The vocal chords vibrate to produce sound of a particular key. (Pitch? I don’t know the proper words.) Most of the change to the sound seems to be through the lips, although some sounds rely on the tongue and teeth. It also seems to be possible to talk from different places in the mouth/throat … where the sound hits seems to be one of the big things that determine accents. I’m guessing this is about where the sound resonates the most, where it’s “thrown” by the throat. I mention this because I have no idea of it’s true, of course. (This is like an anti-general questions.)

The reason for the great variety of sounds is the flexibility of the opening of the “instrument”. Sound can be suddenly blocked, muffled or distorted in many ways and on several levels, since the tongue, teeth and lips are all involved. Some sounds can be produced by the mouth itself, without the vocal chords, and some languages rely on these.

Thank you. Since I actually know some Physics but my phonetics are limited to having to memorize the characteristics of the Spanish phonemes back in 9th grade, that made more sense than the abreviated version.

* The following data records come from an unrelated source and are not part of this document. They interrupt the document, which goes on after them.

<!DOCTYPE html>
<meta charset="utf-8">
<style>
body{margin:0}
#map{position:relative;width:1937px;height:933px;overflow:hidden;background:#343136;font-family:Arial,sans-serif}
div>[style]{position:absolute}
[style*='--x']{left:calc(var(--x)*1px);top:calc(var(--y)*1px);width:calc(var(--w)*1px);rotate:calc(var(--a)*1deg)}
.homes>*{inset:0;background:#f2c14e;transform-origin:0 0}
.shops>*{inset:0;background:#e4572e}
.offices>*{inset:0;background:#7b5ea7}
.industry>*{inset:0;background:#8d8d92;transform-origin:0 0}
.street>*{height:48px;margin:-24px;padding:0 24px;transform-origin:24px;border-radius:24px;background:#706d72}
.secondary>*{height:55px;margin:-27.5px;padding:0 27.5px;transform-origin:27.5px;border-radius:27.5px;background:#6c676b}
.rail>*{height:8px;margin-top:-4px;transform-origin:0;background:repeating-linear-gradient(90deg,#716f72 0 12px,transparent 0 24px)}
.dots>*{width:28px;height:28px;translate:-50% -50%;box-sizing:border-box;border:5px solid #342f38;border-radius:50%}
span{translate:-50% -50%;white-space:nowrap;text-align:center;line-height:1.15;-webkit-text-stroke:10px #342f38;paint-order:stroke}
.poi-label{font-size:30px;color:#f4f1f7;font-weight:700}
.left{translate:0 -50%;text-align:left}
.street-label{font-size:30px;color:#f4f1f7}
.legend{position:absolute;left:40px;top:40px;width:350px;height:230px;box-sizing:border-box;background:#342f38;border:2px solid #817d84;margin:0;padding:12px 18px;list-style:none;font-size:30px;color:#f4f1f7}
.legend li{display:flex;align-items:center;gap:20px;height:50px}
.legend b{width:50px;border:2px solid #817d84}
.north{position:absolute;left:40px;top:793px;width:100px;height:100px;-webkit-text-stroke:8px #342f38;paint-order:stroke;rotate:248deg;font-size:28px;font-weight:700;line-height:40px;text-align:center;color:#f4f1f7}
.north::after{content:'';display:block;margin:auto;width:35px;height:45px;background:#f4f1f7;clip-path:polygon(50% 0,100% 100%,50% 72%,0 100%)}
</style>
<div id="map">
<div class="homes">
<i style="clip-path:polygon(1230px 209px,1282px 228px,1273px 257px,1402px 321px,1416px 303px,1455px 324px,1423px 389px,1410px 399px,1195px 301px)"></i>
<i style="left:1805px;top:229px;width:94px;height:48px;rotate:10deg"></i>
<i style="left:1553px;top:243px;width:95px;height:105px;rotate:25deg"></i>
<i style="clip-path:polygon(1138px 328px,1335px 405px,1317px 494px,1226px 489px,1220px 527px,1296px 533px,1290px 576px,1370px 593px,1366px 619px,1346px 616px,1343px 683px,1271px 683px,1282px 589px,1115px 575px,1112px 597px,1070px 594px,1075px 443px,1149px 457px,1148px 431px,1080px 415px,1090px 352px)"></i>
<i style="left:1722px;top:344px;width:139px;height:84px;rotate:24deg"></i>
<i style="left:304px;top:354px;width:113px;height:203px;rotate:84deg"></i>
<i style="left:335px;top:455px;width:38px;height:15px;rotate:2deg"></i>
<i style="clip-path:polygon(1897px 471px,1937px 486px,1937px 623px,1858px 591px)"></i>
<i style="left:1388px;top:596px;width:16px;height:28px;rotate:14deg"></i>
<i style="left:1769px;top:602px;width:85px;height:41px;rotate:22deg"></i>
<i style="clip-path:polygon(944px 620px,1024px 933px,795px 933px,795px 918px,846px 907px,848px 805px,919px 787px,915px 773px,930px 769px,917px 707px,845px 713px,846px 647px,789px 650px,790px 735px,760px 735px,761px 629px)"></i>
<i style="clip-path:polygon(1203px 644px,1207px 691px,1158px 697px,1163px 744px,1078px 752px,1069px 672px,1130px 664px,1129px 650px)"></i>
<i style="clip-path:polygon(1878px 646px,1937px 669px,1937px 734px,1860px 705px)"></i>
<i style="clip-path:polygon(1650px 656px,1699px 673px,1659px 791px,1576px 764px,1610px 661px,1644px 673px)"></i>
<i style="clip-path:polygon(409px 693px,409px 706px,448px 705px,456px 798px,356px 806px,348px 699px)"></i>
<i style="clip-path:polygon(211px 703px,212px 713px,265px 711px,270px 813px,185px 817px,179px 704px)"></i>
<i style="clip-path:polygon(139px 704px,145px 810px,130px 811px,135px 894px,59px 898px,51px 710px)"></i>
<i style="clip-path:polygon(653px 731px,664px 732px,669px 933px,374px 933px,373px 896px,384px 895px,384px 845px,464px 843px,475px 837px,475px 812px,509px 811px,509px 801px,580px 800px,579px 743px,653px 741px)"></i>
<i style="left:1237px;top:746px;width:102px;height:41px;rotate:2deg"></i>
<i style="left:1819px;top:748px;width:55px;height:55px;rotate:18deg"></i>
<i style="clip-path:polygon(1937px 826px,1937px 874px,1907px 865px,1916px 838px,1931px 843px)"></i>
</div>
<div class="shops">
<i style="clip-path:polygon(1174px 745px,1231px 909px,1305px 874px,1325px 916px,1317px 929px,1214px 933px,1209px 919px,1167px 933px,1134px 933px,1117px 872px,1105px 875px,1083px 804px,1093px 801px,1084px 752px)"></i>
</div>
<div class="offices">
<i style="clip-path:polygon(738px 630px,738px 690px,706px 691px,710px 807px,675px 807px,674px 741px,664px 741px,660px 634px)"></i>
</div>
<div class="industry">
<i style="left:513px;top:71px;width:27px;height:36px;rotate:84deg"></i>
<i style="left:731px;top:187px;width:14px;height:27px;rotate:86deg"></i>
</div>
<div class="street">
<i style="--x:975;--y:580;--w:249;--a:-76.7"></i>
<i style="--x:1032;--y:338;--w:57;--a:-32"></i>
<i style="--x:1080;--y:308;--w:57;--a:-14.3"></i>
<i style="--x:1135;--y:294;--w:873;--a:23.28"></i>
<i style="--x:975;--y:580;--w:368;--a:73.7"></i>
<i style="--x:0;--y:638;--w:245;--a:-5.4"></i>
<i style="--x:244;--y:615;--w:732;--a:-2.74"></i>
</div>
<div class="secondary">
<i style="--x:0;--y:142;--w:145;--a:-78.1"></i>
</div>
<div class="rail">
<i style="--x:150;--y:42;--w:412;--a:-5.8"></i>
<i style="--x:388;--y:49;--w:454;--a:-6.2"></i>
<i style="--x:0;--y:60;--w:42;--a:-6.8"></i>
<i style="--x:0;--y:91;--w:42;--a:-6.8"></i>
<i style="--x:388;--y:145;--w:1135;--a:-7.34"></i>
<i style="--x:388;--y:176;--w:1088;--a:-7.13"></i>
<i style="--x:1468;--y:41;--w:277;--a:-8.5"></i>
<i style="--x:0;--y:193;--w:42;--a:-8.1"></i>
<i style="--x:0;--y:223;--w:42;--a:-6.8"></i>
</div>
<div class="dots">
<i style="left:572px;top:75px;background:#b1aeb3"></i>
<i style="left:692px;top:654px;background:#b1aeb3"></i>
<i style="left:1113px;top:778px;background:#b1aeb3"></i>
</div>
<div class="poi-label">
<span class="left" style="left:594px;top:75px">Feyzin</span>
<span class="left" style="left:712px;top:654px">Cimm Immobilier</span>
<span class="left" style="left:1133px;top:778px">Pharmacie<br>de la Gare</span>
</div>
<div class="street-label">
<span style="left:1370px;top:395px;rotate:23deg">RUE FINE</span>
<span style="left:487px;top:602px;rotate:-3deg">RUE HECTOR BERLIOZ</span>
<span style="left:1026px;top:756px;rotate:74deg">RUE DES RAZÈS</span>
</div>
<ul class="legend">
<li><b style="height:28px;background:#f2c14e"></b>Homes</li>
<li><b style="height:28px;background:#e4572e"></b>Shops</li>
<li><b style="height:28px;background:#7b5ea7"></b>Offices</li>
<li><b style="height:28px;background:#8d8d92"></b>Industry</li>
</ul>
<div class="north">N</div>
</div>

It sounds really weird, but whispering actually puts more of a strain on the vocal folds than loud speech! It’s mainly due to the fact that during ordinary phonation, the vocal folds are either lax (during nil voicing: sounds like “p” and “s” that don’t require vibrating vocal folds) or tense (during voiced sounds like “b” and “z”). The vocal folds vibrate quite quickly during voicing, often hitting 100-250 vibrations per second depending on the speaker. The problem is that nerve conduction velocities don’t go anywhere close to that: lateral cricoarytenoid muscles, which are the primary muscles involved in adducting the vocal folds, are innervated by the vagus nerve, which is the tenth cranial nerve in humans. (We like to be all fancy and Latin-y when naming anatomical structures, so you always refer to the cranial nerves with roman numerals: Cranial Nerve X, or just CN X.) Now, the nerve conduction velocity for the cranial nerves isn’t nearly fast enough to account for each individual vibration (I’m remembering that brain > vagus > LCA muscle averages 10-13ms in your average person, but don’t quote me on it). As such, what you actually do to vibrate the vocal cords is to adduct them with the LCA and a few other muscles, and allow the bernoulli effect to open and close them for you. Essentially, when you expel air from your lungs when the vocal cords are closed the differential between sub-glottal pressure and supra-glottal pressure will be sufficient to force the vocal folds open, at which point air will rush through. However, the sharp increase in velocity as the obstruction (the vocal folds) disappears causes the pressure in the space between the folds, the glottis, to quickly plummet, sucking the folds back together. As soon as this happens, the sub-glottal pressure begins to build, quickly exceeding the supra-glottal pressure and forces the folds open… this pattern repeats until phonation ceases, and is the primary mechanism of vocal fold vibration.

So that’s how ordinary vibration happens. The thing is, when you whisper you aren’t just holding the vocal folds shut: instead you’re spreading them in a kind of Y-shaped opening and exerting a certain amount of medial and longitudinal tension to maintain that shape during phonation, so it actually tires your vocal folds out faster than if you’d spoken with normal voicing.

And yes, many of the Chinese languages (and actually a lot of languages in that region in general) make use of what’s called “lexical tone,” which means that changing the pitch will actually change the meaning of a word. Tone marked by pitch variation is, as far as we know, a universal feature of language: every human language that’s been documented displays systematic variations in tone and pitch, which are conditioned by different things in different languages. What isn’t universal is what these changes in pitch signal, and only a subset of the world’s languages use lexical tone.

On a side note, it’s interesting to note that though tone appears to occur universally, stress only occurs in a limited subset of the world’s languages.

No problem! And yea, formants are kind of odd. They’re basically just acoustic peaks which amplify key harmonics.